[Input material]

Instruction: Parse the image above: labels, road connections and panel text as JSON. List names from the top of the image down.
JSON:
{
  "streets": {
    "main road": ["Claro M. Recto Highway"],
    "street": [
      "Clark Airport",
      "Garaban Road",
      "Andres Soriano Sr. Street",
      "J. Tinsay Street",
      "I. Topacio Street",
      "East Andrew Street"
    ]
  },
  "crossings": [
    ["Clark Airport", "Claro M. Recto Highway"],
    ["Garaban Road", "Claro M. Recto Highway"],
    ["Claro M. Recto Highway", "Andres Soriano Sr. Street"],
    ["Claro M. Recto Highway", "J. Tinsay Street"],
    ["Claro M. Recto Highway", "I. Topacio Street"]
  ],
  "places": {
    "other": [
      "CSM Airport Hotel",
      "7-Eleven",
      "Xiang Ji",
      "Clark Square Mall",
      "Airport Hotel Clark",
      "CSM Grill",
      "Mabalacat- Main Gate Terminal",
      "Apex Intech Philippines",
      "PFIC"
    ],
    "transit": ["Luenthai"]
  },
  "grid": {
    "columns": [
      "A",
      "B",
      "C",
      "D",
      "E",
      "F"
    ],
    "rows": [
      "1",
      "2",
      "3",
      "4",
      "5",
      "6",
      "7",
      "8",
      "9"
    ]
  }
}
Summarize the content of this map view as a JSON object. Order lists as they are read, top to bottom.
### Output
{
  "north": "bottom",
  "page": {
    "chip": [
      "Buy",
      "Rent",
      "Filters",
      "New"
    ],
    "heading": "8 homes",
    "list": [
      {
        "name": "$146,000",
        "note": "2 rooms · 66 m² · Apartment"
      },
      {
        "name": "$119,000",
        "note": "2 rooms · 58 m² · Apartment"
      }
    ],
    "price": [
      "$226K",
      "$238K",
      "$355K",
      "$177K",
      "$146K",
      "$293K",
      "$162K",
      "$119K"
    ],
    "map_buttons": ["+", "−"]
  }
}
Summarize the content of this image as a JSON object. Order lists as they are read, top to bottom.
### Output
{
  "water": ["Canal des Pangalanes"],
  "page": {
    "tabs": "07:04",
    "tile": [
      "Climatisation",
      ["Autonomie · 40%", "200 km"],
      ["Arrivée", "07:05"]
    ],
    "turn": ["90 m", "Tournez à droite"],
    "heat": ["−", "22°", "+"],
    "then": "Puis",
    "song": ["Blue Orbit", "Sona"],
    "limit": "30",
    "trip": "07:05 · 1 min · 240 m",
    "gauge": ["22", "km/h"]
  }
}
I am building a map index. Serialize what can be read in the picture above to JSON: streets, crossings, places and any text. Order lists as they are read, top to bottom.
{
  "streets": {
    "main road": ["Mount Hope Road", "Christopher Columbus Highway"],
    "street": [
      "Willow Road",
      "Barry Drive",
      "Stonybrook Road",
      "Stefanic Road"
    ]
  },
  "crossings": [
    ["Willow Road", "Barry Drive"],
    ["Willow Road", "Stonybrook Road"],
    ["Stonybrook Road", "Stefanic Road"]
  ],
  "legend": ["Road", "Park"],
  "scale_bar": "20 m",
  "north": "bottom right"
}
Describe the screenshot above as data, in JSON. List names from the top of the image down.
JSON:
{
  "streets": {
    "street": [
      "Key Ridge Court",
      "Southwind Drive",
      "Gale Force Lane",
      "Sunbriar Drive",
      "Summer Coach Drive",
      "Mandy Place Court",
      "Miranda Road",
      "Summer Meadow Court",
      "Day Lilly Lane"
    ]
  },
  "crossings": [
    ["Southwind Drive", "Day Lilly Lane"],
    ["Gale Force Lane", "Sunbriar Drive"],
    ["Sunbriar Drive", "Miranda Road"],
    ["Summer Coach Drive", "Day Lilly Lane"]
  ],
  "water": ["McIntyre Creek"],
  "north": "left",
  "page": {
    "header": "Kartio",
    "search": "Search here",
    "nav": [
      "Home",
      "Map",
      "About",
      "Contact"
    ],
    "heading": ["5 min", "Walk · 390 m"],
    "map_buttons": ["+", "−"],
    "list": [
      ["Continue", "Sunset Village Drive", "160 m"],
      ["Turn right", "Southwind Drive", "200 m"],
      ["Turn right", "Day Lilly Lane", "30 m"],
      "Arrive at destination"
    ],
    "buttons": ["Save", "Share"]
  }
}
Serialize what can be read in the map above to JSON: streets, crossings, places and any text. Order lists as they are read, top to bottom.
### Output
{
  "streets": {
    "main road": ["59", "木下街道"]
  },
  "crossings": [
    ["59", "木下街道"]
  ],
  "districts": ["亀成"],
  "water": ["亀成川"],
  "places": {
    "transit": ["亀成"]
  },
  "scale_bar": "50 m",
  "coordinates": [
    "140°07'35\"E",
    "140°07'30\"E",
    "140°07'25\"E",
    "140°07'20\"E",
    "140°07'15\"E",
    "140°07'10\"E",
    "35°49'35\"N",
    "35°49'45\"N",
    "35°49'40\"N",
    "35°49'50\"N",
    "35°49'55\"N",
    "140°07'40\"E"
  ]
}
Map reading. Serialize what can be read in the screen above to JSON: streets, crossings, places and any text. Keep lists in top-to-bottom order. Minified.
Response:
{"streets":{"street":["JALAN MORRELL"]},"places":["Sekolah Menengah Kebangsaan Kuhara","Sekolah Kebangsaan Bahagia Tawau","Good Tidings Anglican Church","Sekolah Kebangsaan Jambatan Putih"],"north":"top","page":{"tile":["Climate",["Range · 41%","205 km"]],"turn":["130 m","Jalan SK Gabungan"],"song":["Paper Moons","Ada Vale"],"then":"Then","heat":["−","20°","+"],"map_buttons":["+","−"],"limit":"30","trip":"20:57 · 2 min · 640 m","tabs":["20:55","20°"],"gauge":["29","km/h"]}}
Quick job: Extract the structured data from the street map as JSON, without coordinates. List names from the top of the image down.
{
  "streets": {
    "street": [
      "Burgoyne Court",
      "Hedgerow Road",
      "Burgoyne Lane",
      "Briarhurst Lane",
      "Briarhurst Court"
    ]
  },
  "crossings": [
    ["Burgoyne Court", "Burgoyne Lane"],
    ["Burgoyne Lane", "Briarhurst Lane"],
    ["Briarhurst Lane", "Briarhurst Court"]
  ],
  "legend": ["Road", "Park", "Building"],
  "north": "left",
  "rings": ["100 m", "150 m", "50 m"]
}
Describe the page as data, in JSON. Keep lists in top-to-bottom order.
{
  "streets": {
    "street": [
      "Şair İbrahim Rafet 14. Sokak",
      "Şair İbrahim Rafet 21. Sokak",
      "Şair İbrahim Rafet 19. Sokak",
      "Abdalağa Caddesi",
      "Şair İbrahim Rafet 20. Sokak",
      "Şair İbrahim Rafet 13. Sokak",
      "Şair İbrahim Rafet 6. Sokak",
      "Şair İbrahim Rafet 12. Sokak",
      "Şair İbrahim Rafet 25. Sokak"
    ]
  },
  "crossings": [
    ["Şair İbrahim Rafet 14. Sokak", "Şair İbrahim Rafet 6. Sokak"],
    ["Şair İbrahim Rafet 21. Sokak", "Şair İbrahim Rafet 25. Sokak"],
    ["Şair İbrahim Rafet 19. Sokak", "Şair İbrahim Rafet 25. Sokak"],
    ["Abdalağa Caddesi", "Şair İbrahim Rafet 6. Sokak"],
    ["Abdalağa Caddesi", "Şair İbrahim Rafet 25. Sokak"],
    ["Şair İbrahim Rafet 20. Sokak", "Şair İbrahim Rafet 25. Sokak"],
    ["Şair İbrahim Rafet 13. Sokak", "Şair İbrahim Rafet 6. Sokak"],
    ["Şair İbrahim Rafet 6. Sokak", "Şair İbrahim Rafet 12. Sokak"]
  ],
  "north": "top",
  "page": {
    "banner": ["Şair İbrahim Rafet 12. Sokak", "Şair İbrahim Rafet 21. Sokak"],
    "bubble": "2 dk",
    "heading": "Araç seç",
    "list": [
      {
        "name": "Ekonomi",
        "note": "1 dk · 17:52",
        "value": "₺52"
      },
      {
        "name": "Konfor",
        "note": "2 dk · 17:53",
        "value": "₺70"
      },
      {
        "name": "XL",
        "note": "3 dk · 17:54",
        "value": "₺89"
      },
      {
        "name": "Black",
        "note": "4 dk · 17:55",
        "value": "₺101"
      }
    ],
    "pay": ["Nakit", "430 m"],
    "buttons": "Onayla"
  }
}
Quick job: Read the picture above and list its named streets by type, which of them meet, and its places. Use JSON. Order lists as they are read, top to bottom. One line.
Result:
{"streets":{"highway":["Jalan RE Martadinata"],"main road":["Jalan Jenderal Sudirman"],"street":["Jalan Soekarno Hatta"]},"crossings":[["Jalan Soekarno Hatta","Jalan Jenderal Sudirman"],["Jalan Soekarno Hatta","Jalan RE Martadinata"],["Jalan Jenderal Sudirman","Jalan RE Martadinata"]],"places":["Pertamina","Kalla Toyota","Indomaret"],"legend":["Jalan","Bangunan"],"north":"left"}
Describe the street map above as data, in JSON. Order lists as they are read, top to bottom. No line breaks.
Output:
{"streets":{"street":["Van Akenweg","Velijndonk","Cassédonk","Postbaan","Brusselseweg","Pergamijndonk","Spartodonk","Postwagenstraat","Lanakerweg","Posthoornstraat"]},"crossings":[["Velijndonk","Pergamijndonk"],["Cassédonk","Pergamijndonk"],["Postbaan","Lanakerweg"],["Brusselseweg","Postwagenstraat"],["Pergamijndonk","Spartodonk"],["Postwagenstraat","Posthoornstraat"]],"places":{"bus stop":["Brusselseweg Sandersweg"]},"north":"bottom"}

[/Input material]

-- Task to carry out --
What do the lines from the one with "Quick job: Read" through the last line of the entries say? Print them word for word, both ends included, and nothing else.

-- Finished task --
Quick job: Read the picture above and list its named streets by type, which of them meet, and its places. Use JSON. Order lists as they are read, top to bottom. One line.
Result:
{"streets":{"highway":["Jalan RE Martadinata"],"main road":["Jalan Jenderal Sudirman"],"street":["Jalan Soekarno Hatta"]},"crossings":[["Jalan Soekarno Hatta","Jalan Jenderal Sudirman"],["Jalan Soekarno Hatta","Jalan RE Martadinata"],["Jalan Jenderal Sudirman","Jalan RE Martadinata"]],"places":["Pertamina","Kalla Toyota","Indomaret"],"legend":["Jalan","Bangunan"],"north":"left"}
Describe the street map above as data, in JSON. Order lists as they are read, top to bottom. No line breaks.
Output:
{"streets":{"street":["Van Akenweg","Velijndonk","Cassédonk","Postbaan","Brusselseweg","Pergamijndonk","Spartodonk","Postwagenstraat","Lanakerweg","Posthoornstraat"]},"crossings":[["Velijndonk","Pergamijndonk"],["Cassédonk","Pergamijndonk"],["Postbaan","Lanakerweg"],["Brusselseweg","Postwagenstraat"],["Pergamijndonk","Spartodonk"],["Postwagenstraat","Posthoornstraat"]],"places":{"bus stop":["Brusselseweg Sandersweg"]},"north":"bottom"}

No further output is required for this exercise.